"… the purpose of … privileges and immunities is not to benefit individuals but to ensure the efficient performance of the functions of diplomatic missions as representing States," / " … of functions by consular posts on behalf of their respective States;" (Preambles of the VCDR, 1961 and of the VCCR, 1963)
Immunities are safeguards granted to Missions and their members to facilitate the functioning of the foreign official institution, to protect its premises and its agents against any interference or pressure. These advantages recognized under international law do not however exempt those enjoying them from respect for the laws and regulations of the receiving State (Vienna Conventions of 1961 and 1963, Articles 41 and 55).
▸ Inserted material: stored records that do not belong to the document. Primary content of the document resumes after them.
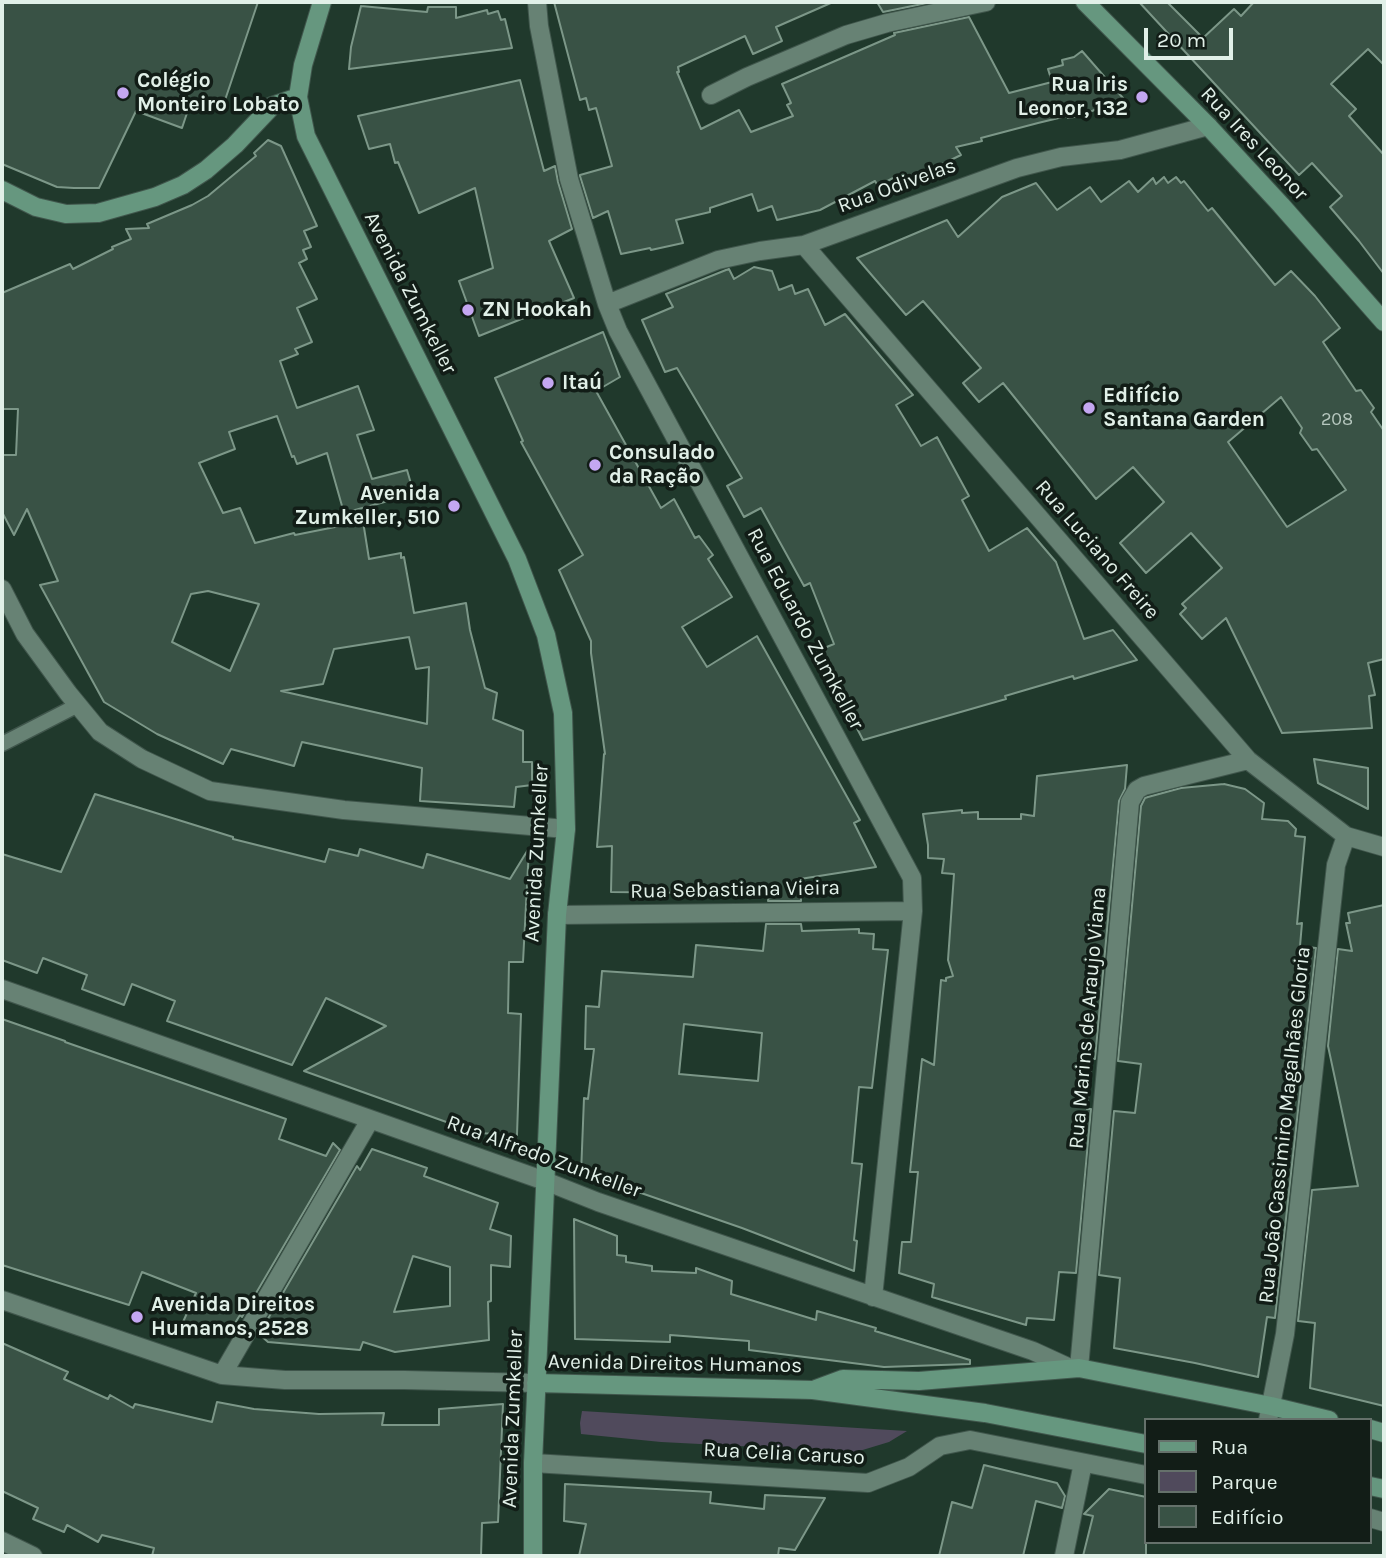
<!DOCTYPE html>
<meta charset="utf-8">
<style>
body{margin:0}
#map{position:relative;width:1386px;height:1558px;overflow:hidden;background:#20392c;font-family:Karla,sans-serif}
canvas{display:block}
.frame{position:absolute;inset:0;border:4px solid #e1f0e8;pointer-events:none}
.legend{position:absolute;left:1144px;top:1418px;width:228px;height:126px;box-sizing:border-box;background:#121d17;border:2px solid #65716b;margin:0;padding:9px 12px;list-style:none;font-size:21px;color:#e1f0e8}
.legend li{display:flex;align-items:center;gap:14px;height:35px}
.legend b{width:35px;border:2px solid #65716b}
.scale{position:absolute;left:1144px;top:28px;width:89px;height:32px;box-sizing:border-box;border:4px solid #e1f0e8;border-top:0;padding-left:9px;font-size:21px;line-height:24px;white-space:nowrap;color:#e1f0e8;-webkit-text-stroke:5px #121d17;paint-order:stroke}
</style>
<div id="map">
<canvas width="1386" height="1558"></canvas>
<div class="frame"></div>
<ul class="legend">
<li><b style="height:9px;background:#66977f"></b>Rua</li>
<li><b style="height:19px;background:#504a5c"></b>Parque</li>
<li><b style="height:19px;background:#395245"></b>Edifício</li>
</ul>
<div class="scale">20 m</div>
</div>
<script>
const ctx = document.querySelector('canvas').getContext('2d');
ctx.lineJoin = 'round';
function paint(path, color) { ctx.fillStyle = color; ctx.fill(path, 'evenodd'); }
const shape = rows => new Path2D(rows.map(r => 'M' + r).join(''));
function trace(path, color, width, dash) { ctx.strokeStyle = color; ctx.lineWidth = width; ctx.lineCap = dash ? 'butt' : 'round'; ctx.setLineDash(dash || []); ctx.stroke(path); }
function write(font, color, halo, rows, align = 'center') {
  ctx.font = font + ' Karla,sans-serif'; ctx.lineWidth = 7; ctx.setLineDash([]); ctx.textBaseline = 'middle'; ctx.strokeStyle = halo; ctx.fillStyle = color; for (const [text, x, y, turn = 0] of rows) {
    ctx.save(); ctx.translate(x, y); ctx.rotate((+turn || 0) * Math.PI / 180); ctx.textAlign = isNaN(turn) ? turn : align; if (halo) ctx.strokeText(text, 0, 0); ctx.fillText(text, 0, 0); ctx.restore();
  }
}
paint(shape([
 [582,1411,874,1429,907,1431,889,1442,856,1452,661,1442,581,1434,580,1423]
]), '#504a5c');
const building = shape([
 [2,2,258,2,221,112,191,101,182,128,136,111,99,188,74,188,57,187,2,164,2,2],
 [554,2,833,2,776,27,782,41,753,54,745,36,678,67,679,72,677,72,701,129,739,110,751,132,793,116,787,105,791,103,782,84,895,35,894,33,969,17,1009,93,1052,82,1048,69,1063,65,1062,60,1074,57,1082,51,1123,98,1080,116,1068,118,1067,116,1038,123,981,138,982,141,956,147,961,155,899,185,895,177,878,186,875,181,820,210,777,220,772,206,758,211,752,194,710,208,710,212,676,220,683,243,651,250,650,248,621,254,608,211,593,218,580,176,580,175,612,166,596,108,589,110,586,98,580,100,554,2],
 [877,2,932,2,883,12,877,2],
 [1139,2,1167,2,1203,38,1234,9,1241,16,1254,2,1384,2,1384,65,1368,49,1331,84,1356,109,1349,116,1384,155,1384,274,1359,241,1330,207,1342,196,1312,163,1299,175,1139,2],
 [361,6,427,12,428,7,456,7,456,18,487,10,488,14,498,11,501,20,505,19,512,48,349,69,351,47,361,6],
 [520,80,544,171,555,166,558,182,572,229,549,241,574,298,479,336,459,281,493,268,475,188,419,213,398,162,395,163,390,144,369,149,358,116,520,80],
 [268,140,281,146,317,226,304,231,311,247,303,250,307,259,299,263,317,299,297,308,312,342,295,349,298,354,280,361,297,408,358,386,374,430,357,435,372,479,407,470,414,494,344,513,327,453,297,464,294,456,292,457,277,416,229,432,235,449,199,463,223,513,240,508,255,543,294,533,295,535,340,526,340,521,362,515,369,559,401,553,401,558,404,557,414,613,466,603,470,630,485,688,497,693,493,719,523,731,523,762,532,762,532,785,516,787,514,807,420,801,422,768,302,742,294,766,231,749,223,764,157,734,104,702,40,585,58,581,27,509,14,535,2,512,2,455,16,455,18,409,2,409,2,293,70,264,73,269,113,249,112,247,131,239,126,229,149,228,147,224,192,205,208,196,256,156,254,153,268,140],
 [208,591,259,604,230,671,172,642,191,594,208,591],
 [409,637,416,669,429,667,427,724,281,691,323,684,334,649,409,637],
 [1164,177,1168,183,1176,177,1181,183,1184,181,1208,211,1212,208,1275,285,1291,271,1315,296,1340,328,1323,342,1356,391,1361,390,1374,408,1371,412,1384,431,1384,659,1368,663,1375,695,1369,696,1372,728,1282,733,1226,618,1202,639,1180,614,1186,608,1182,604,1222,568,1191,533,1146,573,1120,543,1164,502,1133,467,1096,499,1003,383,979,402,963,383,981,368,923,301,906,315,857,258,947,220,958,237,1002,197,1036,183,1057,210,1090,187,1101,202,1129,181,1138,192,1153,178,1156,184,1164,177],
 [1281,397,1302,428,1300,433,1312,450,1317,449,1346,490,1287,527,1228,442,1281,397],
 [754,267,772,271,779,290,792,285,795,294,808,289,825,325,845,314,913,395,896,405,921,446,937,437,969,496,962,500,989,551,1027,528,1056,562,1084,639,1113,630,1137,660,1074,679,1073,676,1005,696,1006,699,863,740,817,651,834,644,810,583,804,586,761,508,744,517,727,486,742,478,677,368,665,372,642,320,673,307,666,294,726,270,729,269,734,279,754,267],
 [603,332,620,377,596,391,661,508,674,499,695,538,699,536,713,555,708,559,732,597,682,627,707,667,757,636,860,820,854,823,876,867,800,879,801,901,768,901,769,895,706,897,706,893,611,892,612,846,597,847,604,754,605,754,591,653,591,641,559,570,583,555,521,442,523,441,495,378,603,332],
 [1314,759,1368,768,1368,809,1318,783,1314,759],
 [1127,765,1125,789,1119,801,1095,1059,1092,1059,1087,1109,1091,1109,1076,1273,1059,1272,1054,1320,1027,1318,1026,1325,932,1297,934,1284,899,1273,902,1242,911,1242,918,1172,910,1172,922,1059,934,1065,941,980,946,981,946,978,953,976,948,960,954,874,942,873,944,859,928,858,928,845,923,814,962,810,962,813,978,812,978,819,1021,819,1021,814,1034,816,1037,776,1127,765],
 [1224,784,1245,789,1264,803,1262,819,1288,821,1296,829,1295,836,1305,837,1297,924,1302,923,1300,946,1316,948,1275,1318,1267,1317,1258,1377,1195,1363,1114,1348,1120,1278,1099,1275,1114,1111,1135,1113,1141,1064,1118,1061,1141,806,1145,798,1148,797,1181,788,1224,784],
 [95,794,233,837,233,839,325,862,329,849,358,856,360,849,423,868,427,854,510,879,529,848,523,962,509,962,508,1013,521,1014,517,1135,477,1133,304,1071,386,1026,326,998,292,1065,167,1021,175,1001,132,984,124,1005,82,989,87,975,43,958,37,973,2,960,2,854,61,872,95,794],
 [1384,905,1384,1406,1310,1388,1315,1323,1298,1321,1312,1190,1358,1186,1328,1046,1338,949,1352,951,1346,923,1350,923,1348,913,1384,905],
 [766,924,801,924,802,931,859,929,859,933,874,934,873,949,888,950,872,1088,859,1087,852,1163,862,1164,854,1240,857,1241,854,1271,742,1228,618,1185,581,1174,584,1098,588,1099,594,1049,585,1049,586,1006,599,1007,602,971,693,977,696,945,763,951,766,924],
 [684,1024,762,1033,758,1081,679,1074,684,1024],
 [2,1019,65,1041,65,1042,286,1119,279,1139,326,1156,333,1143,340,1150,242,1317,240,1315,227,1336,183,1322,196,1293,142,1272,129,1305,2,1265,2,1019],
 [372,1149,427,1168,424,1176,498,1203,490,1229,511,1236,510,1267,491,1265,491,1301,488,1302,489,1340,395,1352,363,1342,360,1350,268,1342,259,1334,357,1166,360,1170,372,1149],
 [413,1256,450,1267,450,1306,394,1312,413,1256],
 [574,1219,617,1236,617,1255,626,1256,626,1262,652,1266,652,1271,696,1273,696,1268,732,1281,731,1294,816,1320,817,1311,876,1328,875,1331,970,1360,970,1364,884,1367,749,1350,749,1341,670,1335,670,1342,575,1339,574,1219],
 [2,1343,68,1372,64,1379,108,1399,110,1395,133,1408,135,1404,212,1422,217,1402,254,1409,319,1414,384,1413,382,1425,439,1425,439,1409,503,1404,498,1522,482,1523,481,1556,152,1556,154,1548,102,1535,98,1542,67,1525,64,1532,33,1519,38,1508,2,1491,2,1343],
 [984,1465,1057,1483,1065,1496,1062,1508,1036,1501,1023,1556,939,1556,952,1502,972,1508,984,1465],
 [565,1484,711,1492,710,1503,764,1509,765,1495,825,1498,795,1550,779,1548,778,1556,579,1556,586,1524,564,1521,565,1484],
 [1109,1489,1146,1497,1146,1556,1083,1556,1093,1516,1084,1514,1109,1489]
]);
paint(building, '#395245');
trace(building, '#7c9788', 2);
const lane = shape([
 [2,744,78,705]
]);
const street = shape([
 [537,2,539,26,569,179,607,304,618,331,912,878,913,911,873,1297],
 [711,95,747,77,846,35,887,23,986,2],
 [804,245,1248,760,1346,836,1384,847],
 [607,304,718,260,760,251,804,245,1017,168,1061,157,1120,150,1208,126],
 [2,589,25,634,68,693,100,732,142,759,210,791,344,810,566,829],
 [557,915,913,911],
 [2,989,545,1181,598,1202,1033,1351,1070,1368],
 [2,1300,222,1375,285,1380,404,1380,536,1383],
 [1079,1368,1130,802,1137,790,1144,786,1248,760],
 [222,1375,370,1120],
 [1268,1420,1285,1334,1336,865,1346,836],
 [533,1463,868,1483,909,1467,940,1446,970,1440,1146,1475],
 [1370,1518,1384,1522],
 [2,1541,33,1556],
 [1064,1556,1083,1463]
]);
const secondary = shape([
 [322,2,303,65,298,97,306,136,517,559,546,635,563,713,566,829,557,915,533,1463,533,1556],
 [1085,2,1208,126,1281,205,1384,322],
 [2,190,36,207,66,214,98,213,155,197,183,185,206,170,235,145,272,106,298,97],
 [536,1383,813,1390,985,1413,1146,1444],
 [816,1389,843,1379,919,1381,1079,1368,1271,1406,1329,1420],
 [1370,1429,1384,1433],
 [1370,1486,1384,1489]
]);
trace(lane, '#40564c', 17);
trace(street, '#40564c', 20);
trace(secondary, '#40564c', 20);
trace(lane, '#678274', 14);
trace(street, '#678274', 18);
trace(secondary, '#66977f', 18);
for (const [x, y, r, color] of [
 [123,93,7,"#c4a7f1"],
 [1142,97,7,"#c4a7f1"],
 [468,310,7,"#c4a7f1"],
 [548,383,7,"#c4a7f1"],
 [1089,408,7,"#c4a7f1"],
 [595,465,7,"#c4a7f1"],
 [454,506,7,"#c4a7f1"],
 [137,1317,7,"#c4a7f1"]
]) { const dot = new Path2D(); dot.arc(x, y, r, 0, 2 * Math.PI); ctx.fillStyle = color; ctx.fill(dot); trace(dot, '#121d17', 2.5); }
write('18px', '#b7c8bf', null, [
 ["208",1337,420]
]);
write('bold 21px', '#e1f0e8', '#121d17', [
 ["Colégio",137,81],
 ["Monteiro Lobato",137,105],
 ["Rua Iris",1128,85,"right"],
 ["Leonor, 132",1128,109,"right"],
 ["ZN Hookah",482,310],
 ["Itaú",562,383],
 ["Edifício",1103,396],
 ["Santana Garden",1103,420],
 ["Consulado",609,453],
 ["da Ração",609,477],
 ["Avenida",440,494,"right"],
 ["Zumkeller, 510",440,518,"right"],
 ["Avenida Direitos",151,1305],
 ["Humanos, 2528",151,1329]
], 'left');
write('21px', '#e1f0e8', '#121d17', [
 ["Rua Ires Leonor",1254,144,47],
 ["Rua Odivelas",897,186,-20],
 ["Avenida Zumkeller",410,293,63],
 ["Rua Luciano Freire",1097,550,49],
 ["Rua Eduardo Zumkeller",805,629,62],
 ["Avenida Zumkeller",537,853,-87],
 ["Rua Sebastiana Vieira",735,890,-1],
 ["Rua Marins de Araujo Viana",1088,1018,-85],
 ["Rua João Cassimiro Magalhães Gloria",1285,1125,-84],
 ["Rua Alfredo Zunkeller",544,1157,20],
 ["Avenida Direitos Humanos",675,1364,1],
 ["Avenida Zumkeller",513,1419,-88],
 ["Rua Celia Caruso",784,1454,3]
]);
</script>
These prerogatives are more or less extensive depending on the agent’s status and usually enjoyed solely by holders of special residence permits. French nationals, dual nationals possessing the French and a foreign nationality, and permanent residents may claim such prerogatives solely in the strict performance of their functions and are not entitled to any form of personal immunity.
The principles set out in this Vade Mecum describe what is generally standard practice in France. But it should again be pointed out that several receiving States have expressed reservations about the Vienna Conventions likely to alter or curtail the scope of some of their provisions in France’s relations with those States. The same is true for the provisions of a possible consular convention signed and ratified by the competent French authorities.
Moreover, application of the principle of reciprocity could have a bearing on relations between the sending State and the French State.